Pattern 5 · Keep the browser alive across scenarios

The run loop iterates through all scenarios inside a try / finally. Most automation frameworks close the browser in the finally. Assrt explicitly does not. The inline comment in the code says so verbatim: Don't close the browser here — keep it alive so the user can take over and interact after the test finishes.

assrt-mcp/src/core/agent.ts

That single choice unlocks five properties that carry across every scenario in the run. Auth state, disposable email context, wizard progress, browser devtools history, and most importantly: the ability for a human to take over the live tab. When a scenario fails, the tab is still there. You attach with noVNC, click around, figure out the fix, write it into the plan, and rerun.

Cookies and session tokens

Log in during Case 1, your Supabase or NextAuth cookie is still set when Case 2 starts.
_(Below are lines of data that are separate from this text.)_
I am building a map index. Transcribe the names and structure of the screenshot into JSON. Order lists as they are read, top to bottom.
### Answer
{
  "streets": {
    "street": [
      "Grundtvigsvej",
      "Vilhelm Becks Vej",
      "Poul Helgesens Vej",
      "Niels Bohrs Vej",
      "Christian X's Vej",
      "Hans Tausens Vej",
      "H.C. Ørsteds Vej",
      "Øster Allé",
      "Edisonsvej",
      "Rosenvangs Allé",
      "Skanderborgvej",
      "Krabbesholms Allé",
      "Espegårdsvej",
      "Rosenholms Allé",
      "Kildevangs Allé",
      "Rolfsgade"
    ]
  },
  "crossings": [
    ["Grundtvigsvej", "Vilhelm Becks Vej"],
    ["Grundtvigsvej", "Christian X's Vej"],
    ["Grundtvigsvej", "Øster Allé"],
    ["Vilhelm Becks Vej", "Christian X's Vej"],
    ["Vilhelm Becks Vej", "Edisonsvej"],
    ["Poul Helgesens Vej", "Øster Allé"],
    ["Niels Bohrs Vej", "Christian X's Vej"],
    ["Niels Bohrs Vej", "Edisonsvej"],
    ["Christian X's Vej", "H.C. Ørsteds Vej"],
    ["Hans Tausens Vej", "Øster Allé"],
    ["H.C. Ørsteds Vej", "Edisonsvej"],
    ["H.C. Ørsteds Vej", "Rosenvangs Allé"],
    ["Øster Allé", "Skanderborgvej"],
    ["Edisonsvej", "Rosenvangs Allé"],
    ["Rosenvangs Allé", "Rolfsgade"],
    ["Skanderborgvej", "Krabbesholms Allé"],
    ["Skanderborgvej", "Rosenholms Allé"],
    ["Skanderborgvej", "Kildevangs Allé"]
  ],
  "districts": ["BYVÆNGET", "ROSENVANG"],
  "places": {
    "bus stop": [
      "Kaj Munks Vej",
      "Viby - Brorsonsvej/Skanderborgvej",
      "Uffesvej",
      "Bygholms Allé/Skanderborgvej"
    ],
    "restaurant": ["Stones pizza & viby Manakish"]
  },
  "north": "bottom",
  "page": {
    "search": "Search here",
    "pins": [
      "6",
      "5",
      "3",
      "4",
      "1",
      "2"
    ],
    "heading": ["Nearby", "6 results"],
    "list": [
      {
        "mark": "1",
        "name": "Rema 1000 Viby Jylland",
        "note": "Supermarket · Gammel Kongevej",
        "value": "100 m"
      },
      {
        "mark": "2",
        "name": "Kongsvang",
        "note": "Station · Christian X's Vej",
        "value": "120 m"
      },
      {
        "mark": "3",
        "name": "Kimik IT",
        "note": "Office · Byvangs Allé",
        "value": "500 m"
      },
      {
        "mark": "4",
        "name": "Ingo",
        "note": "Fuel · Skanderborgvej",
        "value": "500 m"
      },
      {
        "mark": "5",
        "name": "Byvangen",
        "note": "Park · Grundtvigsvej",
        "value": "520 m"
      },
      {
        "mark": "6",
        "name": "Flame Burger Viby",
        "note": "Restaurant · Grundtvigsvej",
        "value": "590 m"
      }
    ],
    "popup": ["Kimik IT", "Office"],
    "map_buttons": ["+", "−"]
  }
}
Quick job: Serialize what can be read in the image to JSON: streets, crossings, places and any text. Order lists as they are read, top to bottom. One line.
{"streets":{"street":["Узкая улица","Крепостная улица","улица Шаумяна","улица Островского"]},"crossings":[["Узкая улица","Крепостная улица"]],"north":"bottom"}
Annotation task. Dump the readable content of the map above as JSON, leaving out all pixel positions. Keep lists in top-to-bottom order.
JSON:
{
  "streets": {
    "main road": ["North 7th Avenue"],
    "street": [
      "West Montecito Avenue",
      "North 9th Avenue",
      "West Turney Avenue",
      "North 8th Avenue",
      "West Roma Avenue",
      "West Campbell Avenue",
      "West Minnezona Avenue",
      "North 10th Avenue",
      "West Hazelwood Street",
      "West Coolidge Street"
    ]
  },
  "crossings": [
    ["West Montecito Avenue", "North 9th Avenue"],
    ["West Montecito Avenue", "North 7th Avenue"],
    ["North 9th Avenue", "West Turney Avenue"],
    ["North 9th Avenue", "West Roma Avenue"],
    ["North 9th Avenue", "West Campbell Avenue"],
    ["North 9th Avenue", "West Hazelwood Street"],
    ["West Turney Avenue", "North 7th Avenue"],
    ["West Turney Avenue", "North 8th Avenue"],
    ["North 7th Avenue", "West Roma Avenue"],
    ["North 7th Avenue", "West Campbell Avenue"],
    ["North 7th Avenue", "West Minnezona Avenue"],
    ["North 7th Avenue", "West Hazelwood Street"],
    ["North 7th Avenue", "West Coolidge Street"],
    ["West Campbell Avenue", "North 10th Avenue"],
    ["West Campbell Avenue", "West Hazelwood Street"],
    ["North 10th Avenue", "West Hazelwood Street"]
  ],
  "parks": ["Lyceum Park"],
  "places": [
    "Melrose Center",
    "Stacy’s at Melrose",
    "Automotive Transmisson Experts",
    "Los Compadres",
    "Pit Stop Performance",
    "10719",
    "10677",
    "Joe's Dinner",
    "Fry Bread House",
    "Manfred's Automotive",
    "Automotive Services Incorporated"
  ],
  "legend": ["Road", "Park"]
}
You are not re-authenticating on every scenario.

The disposable email address

tempEmail is assigned to the agent instance, not the scenario. Case 1 creates it; Case 5 can still poll it for a reset-password link.

Draft state, wizard progress, cart

Anything the app keeps in IndexedDB, localStorage, or server-side session cookies rides along between #Case blocks for free.

Your VNC takeover slot

When a test fails mid-flow, the same Chromium stays open so you can attach with noVNC, click around, and feed a fix back into the plan.

Console and network breadcrumbs

The tab's devtools timeline survives across cases, so post-mortem analysis has continuous console messages and XHR traffic.

Pattern bonus · Snapshot on every tool failure

A sixth pattern worth calling out, because it is the one that replaces brittle retry logic with something that actually transfers to new codebases. Every tool dispatch is wrapped in a try / catch. On failure the catch block immediately calls browser.snapshot() for a fresh accessibility tree and attaches it to the error message returned to the LLM. The next turn of the conversation has current context, not stale plan text.

Call snapshot() immediately on failure

agent.ts:1012-1020. The catch block around every tool dispatch first fires browser.snapshot() to get a fresh accessibility tree, then composes an error string that ends with 'Please call snapshot and try a different approach.'

Append the tree to the tool result the model sees

The updated a11y state is concatenated to the error message and returned as the tool-call result. The next model turn has live context, not a stale plan.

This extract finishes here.